◆ Problem
Report all lines from the entries below in which "feDisplacementMap" appears.

◆ Information
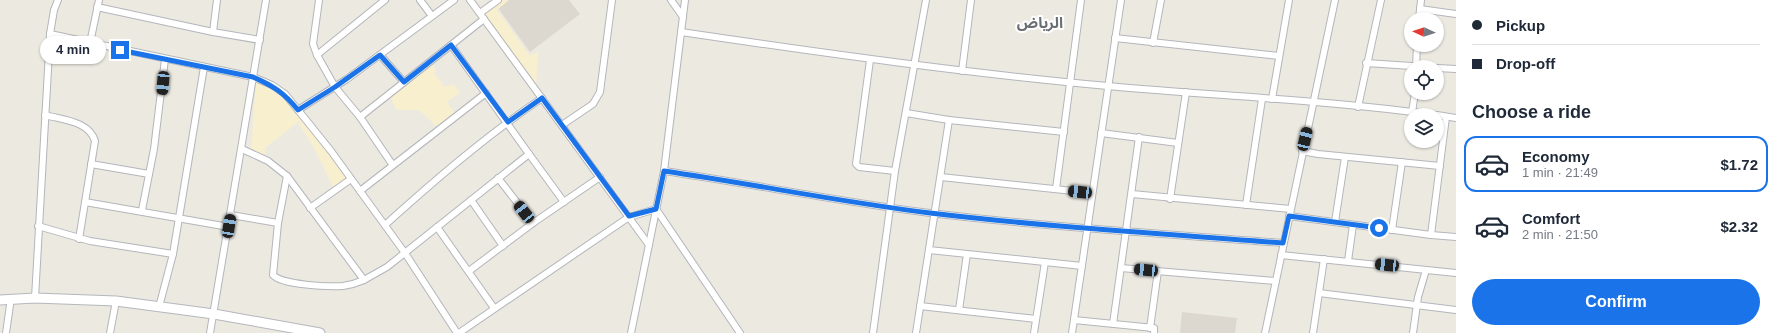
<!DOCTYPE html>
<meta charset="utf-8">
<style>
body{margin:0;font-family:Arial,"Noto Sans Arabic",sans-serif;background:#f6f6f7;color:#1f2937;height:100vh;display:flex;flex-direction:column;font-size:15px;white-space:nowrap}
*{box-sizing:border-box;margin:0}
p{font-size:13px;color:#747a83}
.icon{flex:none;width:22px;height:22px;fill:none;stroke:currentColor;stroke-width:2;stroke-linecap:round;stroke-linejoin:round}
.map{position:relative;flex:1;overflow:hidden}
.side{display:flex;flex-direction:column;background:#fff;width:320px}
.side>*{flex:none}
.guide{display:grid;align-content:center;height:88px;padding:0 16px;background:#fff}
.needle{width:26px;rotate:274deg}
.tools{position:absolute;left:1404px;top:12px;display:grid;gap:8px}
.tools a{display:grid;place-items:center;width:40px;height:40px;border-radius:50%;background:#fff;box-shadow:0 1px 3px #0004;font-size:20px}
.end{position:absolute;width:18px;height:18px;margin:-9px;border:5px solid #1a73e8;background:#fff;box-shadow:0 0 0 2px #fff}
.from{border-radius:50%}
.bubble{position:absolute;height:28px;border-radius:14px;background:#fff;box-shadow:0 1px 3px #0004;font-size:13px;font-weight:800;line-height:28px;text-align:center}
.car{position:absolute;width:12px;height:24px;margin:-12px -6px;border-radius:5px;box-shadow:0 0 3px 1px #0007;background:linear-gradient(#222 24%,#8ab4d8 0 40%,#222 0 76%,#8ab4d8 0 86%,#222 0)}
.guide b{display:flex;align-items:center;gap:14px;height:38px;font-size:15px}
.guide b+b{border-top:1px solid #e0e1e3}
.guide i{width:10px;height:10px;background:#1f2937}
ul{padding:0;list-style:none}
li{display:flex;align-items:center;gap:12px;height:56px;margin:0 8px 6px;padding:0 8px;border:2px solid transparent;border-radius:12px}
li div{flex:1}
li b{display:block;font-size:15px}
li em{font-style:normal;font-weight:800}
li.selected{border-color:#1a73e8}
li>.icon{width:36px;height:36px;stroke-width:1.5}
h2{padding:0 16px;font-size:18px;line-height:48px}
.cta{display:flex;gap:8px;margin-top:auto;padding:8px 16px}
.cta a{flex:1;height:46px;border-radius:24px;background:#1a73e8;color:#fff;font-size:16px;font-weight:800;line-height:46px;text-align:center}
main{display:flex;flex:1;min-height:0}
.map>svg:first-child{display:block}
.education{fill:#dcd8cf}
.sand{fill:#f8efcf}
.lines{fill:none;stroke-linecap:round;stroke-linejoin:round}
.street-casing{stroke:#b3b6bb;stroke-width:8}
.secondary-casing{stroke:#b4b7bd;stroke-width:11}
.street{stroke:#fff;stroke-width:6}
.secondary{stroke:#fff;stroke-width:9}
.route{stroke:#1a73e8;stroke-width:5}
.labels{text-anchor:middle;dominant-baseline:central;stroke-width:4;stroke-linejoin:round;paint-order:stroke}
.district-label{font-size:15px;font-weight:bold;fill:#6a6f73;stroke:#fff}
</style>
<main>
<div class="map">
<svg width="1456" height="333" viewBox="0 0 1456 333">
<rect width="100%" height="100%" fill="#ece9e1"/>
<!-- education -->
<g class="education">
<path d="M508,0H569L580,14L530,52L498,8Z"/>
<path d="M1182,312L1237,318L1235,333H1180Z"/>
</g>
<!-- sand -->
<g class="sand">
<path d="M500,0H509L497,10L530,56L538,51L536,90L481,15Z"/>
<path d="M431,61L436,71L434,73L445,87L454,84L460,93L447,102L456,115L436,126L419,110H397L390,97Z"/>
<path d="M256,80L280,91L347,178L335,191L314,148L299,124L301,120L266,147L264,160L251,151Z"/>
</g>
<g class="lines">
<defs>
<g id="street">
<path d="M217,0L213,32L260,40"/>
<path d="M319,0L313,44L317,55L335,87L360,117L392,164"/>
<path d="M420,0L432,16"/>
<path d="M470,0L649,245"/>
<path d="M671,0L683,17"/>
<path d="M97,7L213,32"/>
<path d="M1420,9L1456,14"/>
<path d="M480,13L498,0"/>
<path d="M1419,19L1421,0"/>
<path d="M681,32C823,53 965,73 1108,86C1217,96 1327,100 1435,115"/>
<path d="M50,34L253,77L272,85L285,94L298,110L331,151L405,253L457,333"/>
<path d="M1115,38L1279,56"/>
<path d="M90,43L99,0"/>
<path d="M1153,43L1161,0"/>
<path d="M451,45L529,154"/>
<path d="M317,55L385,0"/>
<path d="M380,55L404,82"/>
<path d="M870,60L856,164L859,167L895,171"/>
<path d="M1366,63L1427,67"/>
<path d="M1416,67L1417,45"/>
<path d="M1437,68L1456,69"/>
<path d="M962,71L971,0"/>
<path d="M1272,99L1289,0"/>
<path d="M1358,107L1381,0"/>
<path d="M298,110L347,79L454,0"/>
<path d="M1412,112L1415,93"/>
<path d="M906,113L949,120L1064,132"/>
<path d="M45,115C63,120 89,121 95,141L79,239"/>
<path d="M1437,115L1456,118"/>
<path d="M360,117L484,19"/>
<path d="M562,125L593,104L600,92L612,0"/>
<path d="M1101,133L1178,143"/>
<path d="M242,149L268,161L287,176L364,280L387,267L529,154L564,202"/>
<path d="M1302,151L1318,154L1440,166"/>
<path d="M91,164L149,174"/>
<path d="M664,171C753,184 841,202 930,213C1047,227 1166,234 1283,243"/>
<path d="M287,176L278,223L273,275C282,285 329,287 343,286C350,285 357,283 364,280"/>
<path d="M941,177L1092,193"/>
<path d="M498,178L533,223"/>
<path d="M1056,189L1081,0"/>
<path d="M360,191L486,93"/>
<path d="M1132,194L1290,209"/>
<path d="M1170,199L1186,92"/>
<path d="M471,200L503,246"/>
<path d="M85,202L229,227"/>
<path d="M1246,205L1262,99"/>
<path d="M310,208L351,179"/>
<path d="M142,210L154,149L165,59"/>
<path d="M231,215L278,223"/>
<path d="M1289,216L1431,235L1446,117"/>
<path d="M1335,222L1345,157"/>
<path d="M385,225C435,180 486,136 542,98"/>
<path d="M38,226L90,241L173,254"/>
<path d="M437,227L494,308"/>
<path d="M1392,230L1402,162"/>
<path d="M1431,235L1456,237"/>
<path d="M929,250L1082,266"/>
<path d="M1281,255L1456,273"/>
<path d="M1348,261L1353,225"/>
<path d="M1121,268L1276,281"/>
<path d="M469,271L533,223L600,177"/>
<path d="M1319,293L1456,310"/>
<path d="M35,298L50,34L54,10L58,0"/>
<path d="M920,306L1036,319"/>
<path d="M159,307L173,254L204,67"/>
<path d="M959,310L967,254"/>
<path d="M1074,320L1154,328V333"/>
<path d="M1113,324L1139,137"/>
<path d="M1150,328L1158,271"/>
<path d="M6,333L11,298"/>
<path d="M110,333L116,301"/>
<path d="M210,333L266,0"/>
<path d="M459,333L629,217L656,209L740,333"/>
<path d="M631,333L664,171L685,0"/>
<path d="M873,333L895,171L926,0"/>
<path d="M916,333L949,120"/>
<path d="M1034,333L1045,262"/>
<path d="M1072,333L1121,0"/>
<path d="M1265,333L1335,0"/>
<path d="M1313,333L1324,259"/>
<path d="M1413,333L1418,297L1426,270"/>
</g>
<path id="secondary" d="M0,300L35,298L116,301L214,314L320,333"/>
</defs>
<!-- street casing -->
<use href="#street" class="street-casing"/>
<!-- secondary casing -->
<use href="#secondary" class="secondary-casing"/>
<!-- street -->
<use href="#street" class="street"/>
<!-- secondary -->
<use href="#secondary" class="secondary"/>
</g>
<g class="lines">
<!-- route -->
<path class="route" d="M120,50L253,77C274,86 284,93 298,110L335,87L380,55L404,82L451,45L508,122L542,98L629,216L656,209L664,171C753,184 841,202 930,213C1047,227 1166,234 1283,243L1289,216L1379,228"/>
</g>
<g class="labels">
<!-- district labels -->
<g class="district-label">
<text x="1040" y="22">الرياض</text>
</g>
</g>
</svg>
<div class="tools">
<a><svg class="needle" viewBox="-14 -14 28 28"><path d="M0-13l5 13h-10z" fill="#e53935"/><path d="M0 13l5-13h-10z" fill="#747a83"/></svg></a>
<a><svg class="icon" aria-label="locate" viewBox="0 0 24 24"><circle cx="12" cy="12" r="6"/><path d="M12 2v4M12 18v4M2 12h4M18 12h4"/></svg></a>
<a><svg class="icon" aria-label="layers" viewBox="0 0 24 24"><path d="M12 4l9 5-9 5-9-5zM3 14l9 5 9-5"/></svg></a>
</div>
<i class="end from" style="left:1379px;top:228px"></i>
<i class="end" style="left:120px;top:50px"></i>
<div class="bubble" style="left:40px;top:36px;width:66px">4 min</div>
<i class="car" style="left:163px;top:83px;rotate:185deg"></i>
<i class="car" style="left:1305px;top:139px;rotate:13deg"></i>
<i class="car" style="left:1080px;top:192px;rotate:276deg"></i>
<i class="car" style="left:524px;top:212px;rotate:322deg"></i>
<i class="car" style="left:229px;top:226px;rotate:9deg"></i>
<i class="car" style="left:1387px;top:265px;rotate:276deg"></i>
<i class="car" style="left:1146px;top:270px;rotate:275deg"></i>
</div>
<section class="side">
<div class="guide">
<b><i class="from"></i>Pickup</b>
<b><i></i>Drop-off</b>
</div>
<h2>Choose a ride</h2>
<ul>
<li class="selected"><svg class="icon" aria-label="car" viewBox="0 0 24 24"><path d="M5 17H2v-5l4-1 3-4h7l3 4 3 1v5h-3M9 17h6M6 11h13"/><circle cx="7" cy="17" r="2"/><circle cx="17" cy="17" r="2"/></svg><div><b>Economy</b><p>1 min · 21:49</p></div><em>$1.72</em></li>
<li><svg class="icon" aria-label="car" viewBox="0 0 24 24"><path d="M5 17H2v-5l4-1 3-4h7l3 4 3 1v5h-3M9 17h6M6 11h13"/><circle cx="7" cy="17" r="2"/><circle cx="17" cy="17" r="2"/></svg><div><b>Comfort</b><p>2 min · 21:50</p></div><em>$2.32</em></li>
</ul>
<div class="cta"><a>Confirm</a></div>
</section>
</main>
...
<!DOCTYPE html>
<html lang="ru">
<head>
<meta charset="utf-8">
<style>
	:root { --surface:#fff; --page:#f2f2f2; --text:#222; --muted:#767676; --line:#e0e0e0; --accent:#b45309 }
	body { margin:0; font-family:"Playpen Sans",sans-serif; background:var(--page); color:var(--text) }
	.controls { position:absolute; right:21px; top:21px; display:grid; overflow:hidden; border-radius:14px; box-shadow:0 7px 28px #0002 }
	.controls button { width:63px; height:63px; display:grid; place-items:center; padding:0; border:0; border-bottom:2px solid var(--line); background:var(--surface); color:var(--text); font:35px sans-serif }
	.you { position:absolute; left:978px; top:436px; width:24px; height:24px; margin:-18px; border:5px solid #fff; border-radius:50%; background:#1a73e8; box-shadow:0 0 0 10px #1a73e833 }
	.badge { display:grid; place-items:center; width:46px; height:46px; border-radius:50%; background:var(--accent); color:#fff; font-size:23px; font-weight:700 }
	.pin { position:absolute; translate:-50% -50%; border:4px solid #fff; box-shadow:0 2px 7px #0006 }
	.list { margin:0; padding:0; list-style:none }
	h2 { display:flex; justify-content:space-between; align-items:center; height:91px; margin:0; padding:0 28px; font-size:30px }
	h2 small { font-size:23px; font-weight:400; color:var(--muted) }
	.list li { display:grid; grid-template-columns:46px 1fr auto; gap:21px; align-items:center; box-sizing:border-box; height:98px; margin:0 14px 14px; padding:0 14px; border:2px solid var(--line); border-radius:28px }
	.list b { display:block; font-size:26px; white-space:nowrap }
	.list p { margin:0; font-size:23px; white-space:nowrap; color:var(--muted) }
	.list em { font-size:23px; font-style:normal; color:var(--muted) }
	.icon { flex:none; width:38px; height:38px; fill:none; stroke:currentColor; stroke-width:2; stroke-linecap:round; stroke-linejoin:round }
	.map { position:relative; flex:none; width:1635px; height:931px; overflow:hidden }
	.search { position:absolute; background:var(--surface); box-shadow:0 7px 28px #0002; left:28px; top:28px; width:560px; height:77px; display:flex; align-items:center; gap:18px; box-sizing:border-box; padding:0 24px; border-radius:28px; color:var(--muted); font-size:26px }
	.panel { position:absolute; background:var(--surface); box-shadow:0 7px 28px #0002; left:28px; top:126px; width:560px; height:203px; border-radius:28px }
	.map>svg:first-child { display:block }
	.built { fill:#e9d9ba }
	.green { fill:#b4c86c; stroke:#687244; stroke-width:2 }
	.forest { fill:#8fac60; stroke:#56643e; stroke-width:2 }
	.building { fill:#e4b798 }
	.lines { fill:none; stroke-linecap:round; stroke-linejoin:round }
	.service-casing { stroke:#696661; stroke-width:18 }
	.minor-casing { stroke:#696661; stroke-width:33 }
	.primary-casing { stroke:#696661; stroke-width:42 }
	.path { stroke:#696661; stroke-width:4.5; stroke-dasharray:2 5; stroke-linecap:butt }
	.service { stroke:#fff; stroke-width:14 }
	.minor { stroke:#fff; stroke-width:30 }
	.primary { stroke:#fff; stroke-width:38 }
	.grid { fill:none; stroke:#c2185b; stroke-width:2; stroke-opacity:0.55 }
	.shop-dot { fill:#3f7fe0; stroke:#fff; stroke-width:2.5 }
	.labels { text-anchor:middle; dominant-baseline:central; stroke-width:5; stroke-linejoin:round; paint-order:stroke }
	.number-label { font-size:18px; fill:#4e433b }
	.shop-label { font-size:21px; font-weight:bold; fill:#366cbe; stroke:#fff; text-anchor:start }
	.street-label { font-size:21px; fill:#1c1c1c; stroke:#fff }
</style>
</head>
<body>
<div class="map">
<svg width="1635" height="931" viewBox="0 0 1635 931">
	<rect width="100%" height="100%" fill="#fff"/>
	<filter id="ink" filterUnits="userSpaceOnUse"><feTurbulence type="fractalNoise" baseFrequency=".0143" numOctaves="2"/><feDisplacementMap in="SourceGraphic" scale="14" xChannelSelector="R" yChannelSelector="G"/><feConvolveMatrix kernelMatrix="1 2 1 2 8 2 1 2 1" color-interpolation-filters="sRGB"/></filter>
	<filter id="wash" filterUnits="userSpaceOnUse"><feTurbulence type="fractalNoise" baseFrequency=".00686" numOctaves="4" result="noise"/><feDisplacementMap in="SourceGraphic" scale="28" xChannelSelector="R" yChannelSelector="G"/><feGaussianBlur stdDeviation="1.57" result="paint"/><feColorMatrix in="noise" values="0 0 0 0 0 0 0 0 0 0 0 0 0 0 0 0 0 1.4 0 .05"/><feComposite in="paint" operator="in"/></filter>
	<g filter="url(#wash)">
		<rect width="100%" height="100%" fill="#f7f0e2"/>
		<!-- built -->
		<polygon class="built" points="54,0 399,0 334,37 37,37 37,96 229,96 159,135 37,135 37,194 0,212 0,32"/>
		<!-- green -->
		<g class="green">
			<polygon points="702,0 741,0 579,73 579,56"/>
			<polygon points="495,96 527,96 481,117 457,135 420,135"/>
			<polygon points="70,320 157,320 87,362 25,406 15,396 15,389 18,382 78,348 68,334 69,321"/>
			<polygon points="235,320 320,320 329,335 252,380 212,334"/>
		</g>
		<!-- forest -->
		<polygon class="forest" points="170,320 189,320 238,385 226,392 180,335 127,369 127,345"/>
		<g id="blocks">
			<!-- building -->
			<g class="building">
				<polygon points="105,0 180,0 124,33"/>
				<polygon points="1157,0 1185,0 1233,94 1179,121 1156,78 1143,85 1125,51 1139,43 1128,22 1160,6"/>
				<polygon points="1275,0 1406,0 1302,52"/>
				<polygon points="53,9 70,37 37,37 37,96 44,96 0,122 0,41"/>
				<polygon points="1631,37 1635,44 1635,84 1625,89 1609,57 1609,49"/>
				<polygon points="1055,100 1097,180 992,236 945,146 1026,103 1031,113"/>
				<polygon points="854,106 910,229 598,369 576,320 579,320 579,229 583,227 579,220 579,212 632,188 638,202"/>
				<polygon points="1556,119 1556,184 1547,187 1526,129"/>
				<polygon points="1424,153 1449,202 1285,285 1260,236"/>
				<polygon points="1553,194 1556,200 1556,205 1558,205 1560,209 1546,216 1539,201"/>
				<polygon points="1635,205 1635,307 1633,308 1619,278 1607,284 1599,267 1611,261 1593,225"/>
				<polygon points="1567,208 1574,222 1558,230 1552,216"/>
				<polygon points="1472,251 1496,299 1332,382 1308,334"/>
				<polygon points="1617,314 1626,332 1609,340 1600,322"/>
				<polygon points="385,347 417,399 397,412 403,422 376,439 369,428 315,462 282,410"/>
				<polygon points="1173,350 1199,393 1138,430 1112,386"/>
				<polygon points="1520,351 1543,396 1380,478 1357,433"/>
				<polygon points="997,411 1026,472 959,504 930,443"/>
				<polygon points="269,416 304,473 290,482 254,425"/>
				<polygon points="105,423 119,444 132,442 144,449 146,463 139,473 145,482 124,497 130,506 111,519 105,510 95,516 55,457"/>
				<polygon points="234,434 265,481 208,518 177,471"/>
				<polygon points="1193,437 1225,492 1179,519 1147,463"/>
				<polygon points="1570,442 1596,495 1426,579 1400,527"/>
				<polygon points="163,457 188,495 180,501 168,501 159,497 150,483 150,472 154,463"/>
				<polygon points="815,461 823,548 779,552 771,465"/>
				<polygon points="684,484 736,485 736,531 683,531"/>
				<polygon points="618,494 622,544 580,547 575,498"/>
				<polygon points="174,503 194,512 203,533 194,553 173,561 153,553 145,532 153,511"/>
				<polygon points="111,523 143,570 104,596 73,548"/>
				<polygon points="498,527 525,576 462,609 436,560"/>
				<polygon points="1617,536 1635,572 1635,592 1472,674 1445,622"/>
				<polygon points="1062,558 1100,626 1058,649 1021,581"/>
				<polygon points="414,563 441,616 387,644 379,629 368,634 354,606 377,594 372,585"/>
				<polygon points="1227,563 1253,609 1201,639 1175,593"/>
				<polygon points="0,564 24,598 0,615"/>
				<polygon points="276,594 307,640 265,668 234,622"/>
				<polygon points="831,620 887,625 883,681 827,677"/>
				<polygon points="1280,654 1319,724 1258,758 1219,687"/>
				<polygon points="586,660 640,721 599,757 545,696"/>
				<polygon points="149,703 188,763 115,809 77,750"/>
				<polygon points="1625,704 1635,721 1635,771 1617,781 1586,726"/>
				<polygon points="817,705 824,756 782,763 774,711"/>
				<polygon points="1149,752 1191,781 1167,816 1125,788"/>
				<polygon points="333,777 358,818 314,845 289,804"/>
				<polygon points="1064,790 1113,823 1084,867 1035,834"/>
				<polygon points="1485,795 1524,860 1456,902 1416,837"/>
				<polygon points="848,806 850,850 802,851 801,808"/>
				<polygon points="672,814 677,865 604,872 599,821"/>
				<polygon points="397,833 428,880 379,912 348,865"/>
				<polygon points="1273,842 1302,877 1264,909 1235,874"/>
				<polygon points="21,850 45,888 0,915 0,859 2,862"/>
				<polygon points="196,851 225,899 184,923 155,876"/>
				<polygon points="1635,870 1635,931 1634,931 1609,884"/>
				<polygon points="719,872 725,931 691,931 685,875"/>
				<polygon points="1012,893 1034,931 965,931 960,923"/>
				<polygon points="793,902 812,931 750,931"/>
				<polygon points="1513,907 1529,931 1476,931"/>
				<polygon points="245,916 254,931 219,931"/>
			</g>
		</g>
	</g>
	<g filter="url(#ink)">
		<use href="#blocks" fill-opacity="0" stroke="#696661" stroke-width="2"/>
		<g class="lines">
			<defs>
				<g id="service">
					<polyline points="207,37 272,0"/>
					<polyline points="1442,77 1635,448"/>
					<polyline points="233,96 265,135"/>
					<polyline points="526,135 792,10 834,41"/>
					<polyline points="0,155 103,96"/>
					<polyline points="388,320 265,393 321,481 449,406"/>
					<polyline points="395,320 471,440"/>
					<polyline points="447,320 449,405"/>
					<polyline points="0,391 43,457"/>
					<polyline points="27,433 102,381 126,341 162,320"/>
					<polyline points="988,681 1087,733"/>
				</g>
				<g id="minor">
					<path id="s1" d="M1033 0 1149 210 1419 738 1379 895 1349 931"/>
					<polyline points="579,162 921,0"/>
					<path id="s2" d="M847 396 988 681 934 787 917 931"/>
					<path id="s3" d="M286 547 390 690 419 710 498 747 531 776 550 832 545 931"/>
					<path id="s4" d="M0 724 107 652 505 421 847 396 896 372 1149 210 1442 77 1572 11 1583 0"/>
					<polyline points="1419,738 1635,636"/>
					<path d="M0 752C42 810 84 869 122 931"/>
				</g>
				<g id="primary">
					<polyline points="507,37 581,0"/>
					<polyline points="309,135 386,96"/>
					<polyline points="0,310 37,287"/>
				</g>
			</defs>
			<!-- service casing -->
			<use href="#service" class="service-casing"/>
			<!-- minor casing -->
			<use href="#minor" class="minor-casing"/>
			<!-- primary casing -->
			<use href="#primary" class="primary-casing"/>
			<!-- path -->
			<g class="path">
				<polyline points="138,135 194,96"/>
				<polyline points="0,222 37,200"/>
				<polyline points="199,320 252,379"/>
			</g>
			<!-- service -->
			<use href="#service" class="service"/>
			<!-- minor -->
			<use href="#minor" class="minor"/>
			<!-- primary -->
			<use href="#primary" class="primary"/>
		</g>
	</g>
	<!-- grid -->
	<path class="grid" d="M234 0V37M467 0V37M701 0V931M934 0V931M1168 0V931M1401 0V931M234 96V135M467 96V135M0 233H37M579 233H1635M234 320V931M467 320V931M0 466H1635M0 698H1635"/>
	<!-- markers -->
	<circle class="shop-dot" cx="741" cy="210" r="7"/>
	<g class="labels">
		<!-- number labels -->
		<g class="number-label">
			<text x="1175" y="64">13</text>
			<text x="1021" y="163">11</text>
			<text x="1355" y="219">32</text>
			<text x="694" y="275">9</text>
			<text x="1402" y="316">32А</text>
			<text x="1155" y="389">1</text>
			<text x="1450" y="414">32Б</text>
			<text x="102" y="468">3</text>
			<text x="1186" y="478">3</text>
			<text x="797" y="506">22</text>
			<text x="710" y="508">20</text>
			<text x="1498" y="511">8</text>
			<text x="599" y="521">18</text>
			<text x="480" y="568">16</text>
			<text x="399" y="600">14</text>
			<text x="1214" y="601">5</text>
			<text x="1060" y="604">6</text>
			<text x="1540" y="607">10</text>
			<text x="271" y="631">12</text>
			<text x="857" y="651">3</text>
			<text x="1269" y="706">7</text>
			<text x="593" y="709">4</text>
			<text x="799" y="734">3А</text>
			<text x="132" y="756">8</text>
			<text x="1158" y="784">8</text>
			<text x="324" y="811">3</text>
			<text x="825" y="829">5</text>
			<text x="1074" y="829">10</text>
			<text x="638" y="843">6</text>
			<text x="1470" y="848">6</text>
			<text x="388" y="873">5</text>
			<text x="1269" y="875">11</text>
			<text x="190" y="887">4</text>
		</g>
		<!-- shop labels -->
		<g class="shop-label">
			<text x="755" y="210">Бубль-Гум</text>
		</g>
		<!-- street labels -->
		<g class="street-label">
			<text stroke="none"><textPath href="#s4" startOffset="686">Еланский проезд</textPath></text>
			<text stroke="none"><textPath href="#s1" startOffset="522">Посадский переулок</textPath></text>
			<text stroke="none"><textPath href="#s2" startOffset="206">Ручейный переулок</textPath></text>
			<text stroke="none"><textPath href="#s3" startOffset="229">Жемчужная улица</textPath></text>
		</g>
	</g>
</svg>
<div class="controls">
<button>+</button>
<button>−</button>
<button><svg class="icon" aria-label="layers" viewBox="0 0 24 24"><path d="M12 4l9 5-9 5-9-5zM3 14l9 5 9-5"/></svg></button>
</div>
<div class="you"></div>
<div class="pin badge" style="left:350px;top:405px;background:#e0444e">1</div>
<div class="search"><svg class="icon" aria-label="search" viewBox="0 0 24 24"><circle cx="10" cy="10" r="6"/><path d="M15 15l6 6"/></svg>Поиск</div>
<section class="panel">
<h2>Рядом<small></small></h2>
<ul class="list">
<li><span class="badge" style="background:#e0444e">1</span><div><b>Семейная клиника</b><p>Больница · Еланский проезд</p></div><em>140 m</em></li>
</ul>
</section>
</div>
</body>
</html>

◆ Answer section
	<filter id="ink" filterUnits="userSpaceOnUse"><feTurbulence type="fractalNoise" baseFrequency=".0143" numOctaves="2"/><feDisplacementMap in="SourceGraphic" scale="14" xChannelSelector="R" yChannelSelector="G"/><feConvolveMatrix kernelMatrix="1 2 1 2 8 2 1 2 1" color-interpolation-filters="sRGB"/></filter>
	<filter id="wash" filterUnits="userSpaceOnUse"><feTurbulence type="fractalNoise" baseFrequency=".00686" numOctaves="4" result="noise"/><feDisplacementMap in="SourceGraphic" scale="28" xChannelSelector="R" yChannelSelector="G"/><feGaussianBlur stdDeviation="1.57" result="paint"/><feColorMatrix in="noise" values="0 0 0 0 0 0 0 0 0 0 0 0 0 0 0 0 0 1.4 0 .05"/><feComposite in="paint" operator="in"/></filter>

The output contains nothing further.